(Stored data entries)
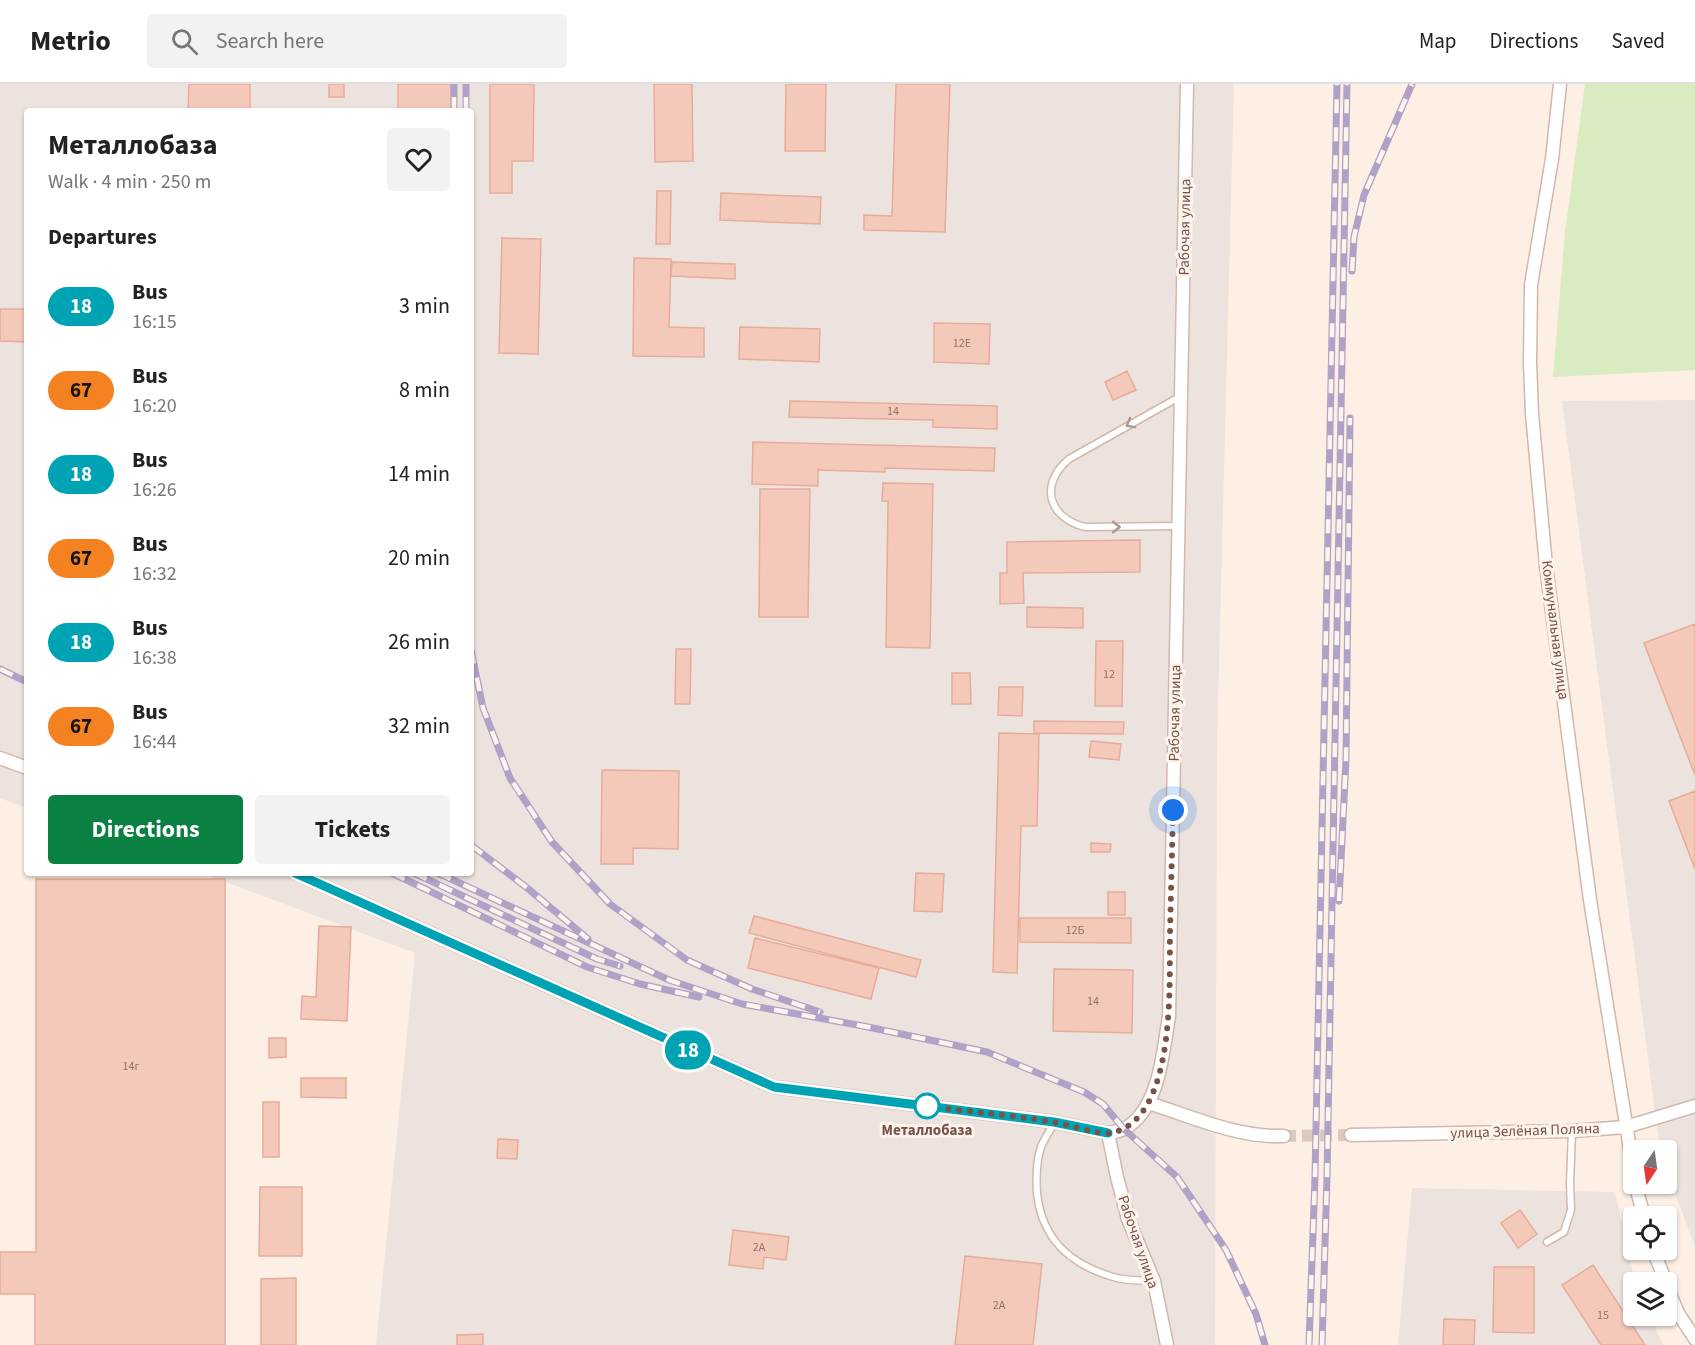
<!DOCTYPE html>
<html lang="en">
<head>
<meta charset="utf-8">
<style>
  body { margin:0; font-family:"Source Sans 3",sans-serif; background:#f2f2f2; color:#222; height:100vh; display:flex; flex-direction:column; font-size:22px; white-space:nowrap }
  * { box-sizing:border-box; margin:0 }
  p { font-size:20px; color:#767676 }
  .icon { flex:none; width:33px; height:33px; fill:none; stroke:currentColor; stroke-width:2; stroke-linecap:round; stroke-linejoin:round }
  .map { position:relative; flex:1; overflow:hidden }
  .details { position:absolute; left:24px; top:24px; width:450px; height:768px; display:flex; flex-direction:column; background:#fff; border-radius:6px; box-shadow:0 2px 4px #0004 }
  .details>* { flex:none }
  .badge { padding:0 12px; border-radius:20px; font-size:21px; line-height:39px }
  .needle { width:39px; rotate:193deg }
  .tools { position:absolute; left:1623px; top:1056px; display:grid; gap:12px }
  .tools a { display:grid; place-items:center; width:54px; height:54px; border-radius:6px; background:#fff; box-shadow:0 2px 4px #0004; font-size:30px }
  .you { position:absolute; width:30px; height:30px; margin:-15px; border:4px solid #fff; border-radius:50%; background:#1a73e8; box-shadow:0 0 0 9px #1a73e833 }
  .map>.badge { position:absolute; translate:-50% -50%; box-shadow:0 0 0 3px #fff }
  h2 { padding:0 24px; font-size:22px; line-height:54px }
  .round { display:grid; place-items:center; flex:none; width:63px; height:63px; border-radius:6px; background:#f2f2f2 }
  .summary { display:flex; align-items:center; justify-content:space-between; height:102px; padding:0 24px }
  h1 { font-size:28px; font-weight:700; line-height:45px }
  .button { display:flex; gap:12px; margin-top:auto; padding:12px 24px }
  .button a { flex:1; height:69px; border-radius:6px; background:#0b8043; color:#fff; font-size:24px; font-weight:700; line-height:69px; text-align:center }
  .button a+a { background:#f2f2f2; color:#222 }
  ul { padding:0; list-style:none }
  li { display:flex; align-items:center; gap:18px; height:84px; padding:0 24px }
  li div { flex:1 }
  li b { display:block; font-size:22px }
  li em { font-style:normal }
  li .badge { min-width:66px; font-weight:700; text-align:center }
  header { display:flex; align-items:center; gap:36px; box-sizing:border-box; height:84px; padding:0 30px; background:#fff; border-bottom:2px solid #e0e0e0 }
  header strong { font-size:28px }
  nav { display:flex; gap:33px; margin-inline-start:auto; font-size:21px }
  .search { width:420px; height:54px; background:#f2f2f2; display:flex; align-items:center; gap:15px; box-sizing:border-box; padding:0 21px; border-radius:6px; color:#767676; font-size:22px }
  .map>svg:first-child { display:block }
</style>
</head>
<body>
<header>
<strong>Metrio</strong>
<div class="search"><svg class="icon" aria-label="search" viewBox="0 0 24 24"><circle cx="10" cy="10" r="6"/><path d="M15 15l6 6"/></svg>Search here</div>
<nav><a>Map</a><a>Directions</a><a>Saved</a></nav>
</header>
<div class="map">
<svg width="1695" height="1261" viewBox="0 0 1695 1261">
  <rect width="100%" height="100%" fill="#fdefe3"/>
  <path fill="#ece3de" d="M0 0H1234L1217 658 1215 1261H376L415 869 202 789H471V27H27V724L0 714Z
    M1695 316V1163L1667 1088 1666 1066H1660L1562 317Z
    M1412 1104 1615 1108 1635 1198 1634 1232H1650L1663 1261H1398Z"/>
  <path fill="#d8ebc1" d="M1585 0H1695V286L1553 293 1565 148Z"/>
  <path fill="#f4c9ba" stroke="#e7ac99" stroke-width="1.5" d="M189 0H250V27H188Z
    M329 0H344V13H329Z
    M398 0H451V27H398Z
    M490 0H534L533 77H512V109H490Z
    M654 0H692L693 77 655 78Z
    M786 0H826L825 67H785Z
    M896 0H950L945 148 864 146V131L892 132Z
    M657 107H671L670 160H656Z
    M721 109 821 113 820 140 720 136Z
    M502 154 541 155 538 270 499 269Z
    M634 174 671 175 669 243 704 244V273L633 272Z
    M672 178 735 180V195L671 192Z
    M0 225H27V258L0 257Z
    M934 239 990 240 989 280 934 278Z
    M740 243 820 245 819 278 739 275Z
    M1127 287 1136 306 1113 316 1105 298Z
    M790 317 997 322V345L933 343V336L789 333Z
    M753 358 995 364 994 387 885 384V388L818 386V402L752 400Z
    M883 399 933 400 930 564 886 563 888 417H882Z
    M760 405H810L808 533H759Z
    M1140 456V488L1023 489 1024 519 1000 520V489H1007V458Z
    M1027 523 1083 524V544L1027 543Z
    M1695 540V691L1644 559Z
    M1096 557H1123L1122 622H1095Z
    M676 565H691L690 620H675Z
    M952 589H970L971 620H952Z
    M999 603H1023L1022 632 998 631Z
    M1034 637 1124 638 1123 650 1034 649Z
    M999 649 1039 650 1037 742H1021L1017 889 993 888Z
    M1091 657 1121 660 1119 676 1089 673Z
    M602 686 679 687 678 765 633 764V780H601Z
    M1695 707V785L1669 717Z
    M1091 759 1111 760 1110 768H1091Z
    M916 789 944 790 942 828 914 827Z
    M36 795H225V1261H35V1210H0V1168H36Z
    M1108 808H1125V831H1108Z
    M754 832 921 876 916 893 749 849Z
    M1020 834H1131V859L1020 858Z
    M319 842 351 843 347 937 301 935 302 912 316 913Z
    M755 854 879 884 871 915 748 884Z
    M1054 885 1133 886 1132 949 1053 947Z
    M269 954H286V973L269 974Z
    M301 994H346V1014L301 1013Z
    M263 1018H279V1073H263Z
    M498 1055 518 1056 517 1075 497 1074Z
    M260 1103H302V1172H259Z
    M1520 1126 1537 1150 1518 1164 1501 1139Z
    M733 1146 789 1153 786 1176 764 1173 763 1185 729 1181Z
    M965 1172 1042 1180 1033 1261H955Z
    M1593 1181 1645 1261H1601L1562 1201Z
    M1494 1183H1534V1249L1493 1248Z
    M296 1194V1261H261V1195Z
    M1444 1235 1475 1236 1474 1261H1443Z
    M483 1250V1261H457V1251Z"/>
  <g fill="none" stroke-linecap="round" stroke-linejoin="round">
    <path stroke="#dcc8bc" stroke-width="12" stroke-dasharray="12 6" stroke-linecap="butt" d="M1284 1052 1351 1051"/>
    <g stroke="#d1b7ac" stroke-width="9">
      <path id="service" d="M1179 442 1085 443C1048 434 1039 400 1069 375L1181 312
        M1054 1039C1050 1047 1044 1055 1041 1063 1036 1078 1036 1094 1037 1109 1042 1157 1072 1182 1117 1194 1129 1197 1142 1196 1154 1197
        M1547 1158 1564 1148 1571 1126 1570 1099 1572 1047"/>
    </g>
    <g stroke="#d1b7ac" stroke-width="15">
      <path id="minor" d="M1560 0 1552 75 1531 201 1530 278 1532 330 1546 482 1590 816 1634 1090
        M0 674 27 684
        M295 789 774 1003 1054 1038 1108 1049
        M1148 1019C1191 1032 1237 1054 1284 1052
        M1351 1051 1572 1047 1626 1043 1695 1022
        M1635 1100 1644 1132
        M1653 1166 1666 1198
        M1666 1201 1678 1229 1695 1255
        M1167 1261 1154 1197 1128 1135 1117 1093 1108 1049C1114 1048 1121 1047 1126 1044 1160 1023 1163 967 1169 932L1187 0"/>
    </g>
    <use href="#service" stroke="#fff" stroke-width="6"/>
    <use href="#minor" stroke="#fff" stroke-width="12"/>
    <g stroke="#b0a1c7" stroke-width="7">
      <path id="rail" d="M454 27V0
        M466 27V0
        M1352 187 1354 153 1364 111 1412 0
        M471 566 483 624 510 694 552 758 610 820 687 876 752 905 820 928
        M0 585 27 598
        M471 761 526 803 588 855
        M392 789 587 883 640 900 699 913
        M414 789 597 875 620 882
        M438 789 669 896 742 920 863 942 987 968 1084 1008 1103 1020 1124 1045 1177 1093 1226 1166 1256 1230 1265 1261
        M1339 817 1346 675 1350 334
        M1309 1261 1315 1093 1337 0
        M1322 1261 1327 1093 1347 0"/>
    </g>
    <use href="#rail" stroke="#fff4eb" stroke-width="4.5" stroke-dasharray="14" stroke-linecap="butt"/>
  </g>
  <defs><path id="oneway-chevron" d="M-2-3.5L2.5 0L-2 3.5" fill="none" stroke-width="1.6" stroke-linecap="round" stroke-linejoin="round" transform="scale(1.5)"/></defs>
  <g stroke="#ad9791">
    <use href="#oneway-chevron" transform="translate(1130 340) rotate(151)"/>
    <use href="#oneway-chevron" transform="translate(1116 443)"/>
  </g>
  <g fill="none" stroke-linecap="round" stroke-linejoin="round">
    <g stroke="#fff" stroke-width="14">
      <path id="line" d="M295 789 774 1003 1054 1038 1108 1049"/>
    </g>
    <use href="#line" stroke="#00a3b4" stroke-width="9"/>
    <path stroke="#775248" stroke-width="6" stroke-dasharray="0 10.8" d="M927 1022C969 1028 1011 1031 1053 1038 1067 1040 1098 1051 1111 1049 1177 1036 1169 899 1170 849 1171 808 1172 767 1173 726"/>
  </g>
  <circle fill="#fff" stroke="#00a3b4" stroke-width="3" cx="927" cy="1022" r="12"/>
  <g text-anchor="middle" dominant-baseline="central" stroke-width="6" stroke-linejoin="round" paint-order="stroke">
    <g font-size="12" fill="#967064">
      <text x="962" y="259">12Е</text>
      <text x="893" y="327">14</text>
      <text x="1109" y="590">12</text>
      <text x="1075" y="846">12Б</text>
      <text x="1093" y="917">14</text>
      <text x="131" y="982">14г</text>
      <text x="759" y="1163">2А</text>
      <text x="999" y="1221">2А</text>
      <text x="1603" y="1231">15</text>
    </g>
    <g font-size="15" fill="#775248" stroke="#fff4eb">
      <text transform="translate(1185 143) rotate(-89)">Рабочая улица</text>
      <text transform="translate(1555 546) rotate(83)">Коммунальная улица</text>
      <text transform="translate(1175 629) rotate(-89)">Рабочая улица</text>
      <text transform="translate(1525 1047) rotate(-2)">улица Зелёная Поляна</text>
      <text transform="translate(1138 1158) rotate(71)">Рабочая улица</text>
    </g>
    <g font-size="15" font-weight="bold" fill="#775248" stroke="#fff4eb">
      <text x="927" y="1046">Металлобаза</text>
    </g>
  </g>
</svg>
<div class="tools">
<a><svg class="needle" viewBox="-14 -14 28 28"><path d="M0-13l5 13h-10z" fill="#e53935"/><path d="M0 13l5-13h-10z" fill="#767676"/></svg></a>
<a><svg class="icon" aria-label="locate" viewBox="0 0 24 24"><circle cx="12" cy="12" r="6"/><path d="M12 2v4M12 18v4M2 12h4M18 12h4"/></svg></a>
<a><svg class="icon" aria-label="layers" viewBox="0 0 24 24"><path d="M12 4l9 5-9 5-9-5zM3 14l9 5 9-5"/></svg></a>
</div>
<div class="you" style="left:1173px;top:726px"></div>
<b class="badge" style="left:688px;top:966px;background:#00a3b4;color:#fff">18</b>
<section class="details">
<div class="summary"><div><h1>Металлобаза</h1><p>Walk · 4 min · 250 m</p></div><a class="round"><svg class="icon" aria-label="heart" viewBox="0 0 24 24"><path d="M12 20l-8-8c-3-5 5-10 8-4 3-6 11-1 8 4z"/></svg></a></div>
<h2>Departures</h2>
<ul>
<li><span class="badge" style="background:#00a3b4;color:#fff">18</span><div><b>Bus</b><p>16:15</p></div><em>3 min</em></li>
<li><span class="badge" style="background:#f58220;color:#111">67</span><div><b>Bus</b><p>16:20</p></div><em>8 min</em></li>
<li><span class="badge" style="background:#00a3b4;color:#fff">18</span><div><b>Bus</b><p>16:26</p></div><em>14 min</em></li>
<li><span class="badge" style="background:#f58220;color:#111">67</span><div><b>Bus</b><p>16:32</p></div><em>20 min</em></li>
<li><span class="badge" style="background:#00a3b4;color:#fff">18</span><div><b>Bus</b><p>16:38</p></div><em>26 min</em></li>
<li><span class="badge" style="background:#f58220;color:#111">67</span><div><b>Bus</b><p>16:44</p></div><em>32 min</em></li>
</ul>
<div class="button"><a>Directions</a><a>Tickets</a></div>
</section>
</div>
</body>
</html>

▶ What needs to be done: Of the entries listed above, reproduce only the lines starting at the line containing "display:flex; gap:33px; margin-inline-start:auto;" and ending at the line containing "<strong>Metrio</strong>". Include both, exactly as they stand.

▶ Exercise solution:
  nav { display:flex; gap:33px; margin-inline-start:auto; font-size:21px }
  .search { width:420px; height:54px; background:#f2f2f2; display:flex; align-items:center; gap:15px; box-sizing:border-box; padding:0 21px; border-radius:6px; color:#767676; font-size:22px }
  .map>svg:first-child { display:block }
</style>
</head>
<body>
<header>
<strong>Metrio</strong>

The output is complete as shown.